From the listing below, work out the number of lines containing "chip" and give that number without comment.

▶ RECORDED INFORMATION:
Start of Block
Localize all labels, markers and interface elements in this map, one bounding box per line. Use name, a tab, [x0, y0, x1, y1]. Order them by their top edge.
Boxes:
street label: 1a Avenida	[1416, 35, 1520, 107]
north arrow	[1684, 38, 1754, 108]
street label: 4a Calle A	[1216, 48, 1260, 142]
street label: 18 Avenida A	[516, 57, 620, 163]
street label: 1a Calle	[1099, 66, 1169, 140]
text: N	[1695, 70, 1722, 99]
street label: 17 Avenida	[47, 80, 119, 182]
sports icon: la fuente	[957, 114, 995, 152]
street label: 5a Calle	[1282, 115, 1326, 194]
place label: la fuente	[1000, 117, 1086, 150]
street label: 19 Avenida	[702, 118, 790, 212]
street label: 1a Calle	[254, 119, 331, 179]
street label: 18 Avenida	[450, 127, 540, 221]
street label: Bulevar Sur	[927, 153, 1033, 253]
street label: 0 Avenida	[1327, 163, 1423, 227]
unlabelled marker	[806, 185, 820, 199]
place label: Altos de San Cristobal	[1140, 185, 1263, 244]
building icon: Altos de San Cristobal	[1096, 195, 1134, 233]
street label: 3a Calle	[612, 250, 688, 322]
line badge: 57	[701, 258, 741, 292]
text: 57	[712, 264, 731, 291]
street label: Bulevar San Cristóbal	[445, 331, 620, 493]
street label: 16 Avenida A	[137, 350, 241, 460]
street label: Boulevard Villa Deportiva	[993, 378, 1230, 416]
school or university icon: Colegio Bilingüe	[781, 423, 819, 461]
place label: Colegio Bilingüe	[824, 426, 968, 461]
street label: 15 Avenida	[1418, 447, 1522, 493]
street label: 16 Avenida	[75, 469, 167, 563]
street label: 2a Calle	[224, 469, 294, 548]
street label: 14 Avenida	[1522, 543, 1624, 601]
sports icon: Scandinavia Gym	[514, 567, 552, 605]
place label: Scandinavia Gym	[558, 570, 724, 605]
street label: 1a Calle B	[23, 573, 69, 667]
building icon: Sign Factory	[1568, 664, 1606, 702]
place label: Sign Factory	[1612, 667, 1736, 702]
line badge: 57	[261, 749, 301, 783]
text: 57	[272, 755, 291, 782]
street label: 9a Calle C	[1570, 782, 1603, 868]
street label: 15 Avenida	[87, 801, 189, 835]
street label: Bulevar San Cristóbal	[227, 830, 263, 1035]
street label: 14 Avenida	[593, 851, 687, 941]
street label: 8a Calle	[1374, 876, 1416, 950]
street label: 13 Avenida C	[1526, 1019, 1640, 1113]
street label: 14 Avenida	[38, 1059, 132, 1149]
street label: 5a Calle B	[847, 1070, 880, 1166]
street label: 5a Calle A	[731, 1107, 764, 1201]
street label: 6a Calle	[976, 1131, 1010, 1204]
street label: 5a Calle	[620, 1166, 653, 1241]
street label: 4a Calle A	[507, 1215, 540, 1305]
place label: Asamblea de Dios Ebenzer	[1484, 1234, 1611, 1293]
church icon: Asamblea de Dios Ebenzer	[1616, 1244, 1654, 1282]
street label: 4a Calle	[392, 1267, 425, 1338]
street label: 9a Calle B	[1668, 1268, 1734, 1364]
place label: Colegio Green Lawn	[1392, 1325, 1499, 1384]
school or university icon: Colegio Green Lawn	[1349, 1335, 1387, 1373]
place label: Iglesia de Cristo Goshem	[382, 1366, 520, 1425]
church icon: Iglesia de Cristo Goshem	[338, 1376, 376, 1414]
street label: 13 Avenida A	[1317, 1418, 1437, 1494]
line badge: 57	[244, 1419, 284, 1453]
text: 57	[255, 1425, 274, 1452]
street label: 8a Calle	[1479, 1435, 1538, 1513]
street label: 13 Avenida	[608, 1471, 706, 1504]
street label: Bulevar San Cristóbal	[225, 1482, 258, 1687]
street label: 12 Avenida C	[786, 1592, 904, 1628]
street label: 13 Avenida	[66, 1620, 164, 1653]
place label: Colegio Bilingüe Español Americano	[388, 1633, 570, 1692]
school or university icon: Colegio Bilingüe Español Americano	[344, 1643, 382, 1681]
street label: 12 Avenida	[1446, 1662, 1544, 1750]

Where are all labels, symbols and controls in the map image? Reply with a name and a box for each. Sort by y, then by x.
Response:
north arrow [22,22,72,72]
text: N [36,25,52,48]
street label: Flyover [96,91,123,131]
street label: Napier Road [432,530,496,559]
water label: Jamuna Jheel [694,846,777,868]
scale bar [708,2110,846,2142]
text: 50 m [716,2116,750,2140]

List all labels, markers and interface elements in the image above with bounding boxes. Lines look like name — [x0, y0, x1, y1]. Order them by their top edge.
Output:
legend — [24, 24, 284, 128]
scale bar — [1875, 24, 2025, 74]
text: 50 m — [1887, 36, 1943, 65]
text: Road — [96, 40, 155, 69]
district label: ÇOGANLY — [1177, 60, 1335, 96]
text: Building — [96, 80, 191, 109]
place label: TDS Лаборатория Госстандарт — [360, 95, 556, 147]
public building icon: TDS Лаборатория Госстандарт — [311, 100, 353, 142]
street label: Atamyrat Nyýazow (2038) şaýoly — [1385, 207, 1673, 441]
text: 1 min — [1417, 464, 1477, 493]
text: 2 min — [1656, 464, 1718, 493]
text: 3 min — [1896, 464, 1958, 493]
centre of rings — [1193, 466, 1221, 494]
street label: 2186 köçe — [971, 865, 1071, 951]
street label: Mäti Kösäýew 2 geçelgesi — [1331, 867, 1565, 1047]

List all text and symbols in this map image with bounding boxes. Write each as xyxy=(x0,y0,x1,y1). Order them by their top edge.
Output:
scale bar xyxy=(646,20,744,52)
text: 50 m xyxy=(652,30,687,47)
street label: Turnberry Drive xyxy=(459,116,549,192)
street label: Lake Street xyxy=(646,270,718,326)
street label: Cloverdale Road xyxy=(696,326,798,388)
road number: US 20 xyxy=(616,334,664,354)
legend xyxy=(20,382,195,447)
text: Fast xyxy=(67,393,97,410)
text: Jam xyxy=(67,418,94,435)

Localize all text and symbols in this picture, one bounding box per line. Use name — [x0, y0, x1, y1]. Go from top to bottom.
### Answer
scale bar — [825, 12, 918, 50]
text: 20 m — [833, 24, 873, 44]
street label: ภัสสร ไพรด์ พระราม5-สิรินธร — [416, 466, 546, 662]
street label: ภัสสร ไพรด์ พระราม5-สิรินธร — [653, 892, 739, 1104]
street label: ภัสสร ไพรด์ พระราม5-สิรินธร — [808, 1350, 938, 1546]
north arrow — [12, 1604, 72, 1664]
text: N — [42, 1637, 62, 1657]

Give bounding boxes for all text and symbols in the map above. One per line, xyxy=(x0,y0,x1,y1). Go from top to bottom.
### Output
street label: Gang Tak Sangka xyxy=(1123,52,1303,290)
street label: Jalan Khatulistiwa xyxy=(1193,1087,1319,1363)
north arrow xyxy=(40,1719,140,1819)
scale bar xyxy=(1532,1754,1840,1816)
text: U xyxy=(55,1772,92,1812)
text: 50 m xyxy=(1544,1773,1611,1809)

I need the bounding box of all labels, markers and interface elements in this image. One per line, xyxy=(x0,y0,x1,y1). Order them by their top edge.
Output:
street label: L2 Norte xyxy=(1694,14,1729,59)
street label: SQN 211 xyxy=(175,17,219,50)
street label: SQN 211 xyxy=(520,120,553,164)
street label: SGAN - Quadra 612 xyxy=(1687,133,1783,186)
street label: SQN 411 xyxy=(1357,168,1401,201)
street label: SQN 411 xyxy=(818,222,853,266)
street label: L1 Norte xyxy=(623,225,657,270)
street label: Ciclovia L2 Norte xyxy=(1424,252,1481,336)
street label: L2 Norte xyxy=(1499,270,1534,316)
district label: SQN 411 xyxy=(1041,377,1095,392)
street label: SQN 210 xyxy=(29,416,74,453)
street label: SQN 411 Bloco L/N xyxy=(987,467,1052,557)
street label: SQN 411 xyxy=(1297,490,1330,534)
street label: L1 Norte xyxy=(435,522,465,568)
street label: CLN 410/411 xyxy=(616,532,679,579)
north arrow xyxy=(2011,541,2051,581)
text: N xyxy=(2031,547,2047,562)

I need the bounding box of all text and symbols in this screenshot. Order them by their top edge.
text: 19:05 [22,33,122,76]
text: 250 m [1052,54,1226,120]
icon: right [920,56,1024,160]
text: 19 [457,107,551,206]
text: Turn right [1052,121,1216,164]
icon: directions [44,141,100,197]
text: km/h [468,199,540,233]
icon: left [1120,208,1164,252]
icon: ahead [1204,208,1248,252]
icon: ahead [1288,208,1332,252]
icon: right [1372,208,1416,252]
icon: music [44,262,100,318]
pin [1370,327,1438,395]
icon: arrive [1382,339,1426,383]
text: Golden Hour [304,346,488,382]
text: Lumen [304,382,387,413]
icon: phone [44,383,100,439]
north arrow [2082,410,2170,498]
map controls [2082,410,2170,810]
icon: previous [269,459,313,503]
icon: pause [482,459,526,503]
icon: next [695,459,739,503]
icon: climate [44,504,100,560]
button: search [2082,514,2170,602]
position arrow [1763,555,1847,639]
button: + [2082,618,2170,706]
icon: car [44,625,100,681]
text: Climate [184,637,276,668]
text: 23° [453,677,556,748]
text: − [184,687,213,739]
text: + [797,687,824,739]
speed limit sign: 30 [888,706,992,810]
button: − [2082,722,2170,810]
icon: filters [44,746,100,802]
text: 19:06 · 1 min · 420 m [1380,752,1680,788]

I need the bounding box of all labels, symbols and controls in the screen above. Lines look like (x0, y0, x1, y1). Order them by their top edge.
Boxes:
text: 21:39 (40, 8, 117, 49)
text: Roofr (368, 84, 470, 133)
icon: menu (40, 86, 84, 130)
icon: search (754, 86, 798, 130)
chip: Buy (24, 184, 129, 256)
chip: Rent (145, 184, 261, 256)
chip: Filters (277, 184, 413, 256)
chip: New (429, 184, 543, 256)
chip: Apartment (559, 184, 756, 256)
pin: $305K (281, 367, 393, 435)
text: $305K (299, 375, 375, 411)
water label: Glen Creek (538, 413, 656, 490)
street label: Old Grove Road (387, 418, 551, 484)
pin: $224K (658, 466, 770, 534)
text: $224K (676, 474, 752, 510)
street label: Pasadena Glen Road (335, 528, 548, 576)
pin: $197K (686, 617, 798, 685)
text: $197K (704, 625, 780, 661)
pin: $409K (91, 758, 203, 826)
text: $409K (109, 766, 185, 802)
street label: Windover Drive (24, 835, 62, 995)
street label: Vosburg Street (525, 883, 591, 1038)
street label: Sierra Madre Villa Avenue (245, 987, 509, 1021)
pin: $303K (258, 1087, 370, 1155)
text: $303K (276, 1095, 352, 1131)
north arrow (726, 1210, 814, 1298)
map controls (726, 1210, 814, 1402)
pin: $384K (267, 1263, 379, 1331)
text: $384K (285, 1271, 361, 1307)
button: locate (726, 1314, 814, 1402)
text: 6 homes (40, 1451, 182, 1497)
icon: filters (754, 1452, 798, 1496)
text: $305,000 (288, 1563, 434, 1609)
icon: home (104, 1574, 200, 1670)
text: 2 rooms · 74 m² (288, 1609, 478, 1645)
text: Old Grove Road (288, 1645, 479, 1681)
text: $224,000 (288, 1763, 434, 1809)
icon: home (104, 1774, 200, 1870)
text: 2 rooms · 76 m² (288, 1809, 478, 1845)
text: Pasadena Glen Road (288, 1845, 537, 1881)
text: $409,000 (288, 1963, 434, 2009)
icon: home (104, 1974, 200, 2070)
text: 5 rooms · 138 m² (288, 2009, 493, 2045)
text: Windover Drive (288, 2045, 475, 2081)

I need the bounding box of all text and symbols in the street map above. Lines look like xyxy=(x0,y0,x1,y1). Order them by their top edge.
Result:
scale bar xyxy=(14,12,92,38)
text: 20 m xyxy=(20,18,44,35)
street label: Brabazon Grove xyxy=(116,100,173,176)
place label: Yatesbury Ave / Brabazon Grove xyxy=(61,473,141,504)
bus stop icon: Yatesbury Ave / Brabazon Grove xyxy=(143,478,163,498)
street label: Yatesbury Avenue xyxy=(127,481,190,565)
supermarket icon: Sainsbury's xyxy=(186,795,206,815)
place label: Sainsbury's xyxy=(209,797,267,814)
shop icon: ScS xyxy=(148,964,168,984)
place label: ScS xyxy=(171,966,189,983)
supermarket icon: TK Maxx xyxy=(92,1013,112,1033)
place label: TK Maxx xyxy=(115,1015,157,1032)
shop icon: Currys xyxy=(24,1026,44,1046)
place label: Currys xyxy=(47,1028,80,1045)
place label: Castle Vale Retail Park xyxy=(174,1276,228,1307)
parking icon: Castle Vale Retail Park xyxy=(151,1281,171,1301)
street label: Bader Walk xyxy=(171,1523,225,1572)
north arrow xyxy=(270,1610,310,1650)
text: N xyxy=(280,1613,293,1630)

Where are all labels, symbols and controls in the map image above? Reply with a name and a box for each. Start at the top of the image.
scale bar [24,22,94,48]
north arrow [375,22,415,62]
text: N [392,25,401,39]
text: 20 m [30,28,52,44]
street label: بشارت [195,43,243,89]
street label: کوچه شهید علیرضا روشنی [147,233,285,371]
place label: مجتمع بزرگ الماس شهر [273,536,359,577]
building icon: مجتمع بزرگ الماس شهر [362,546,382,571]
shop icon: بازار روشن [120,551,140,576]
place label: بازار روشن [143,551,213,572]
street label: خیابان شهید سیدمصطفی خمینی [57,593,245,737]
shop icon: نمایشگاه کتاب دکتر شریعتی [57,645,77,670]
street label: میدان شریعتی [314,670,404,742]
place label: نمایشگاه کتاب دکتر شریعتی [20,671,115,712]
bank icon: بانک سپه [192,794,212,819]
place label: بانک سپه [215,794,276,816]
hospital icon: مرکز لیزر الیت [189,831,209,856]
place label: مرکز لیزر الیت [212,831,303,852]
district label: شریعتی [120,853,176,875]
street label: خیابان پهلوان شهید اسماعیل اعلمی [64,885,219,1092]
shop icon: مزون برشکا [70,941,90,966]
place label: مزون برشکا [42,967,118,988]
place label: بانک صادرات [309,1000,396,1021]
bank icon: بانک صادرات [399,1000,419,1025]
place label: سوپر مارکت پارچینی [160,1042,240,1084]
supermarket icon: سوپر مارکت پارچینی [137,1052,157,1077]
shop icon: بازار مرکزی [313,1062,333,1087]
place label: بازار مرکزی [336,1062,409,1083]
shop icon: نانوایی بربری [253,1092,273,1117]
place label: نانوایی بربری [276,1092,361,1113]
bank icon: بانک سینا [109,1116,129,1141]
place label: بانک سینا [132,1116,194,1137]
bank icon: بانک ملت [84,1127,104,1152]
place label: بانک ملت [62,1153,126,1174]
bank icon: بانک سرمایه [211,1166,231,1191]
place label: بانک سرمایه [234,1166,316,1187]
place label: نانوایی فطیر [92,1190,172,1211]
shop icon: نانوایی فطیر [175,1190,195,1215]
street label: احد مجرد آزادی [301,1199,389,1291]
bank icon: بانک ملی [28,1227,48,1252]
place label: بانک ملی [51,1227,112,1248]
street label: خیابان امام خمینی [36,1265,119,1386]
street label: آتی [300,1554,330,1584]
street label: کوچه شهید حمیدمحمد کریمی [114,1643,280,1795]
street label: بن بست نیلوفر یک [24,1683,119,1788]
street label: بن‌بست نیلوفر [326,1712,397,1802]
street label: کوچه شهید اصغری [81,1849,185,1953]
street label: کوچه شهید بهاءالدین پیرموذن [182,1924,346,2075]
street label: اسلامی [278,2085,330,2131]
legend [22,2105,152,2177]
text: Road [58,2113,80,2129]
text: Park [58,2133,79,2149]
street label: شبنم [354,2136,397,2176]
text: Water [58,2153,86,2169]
End of Block
▶ ANSWER TO THIS TASK:
5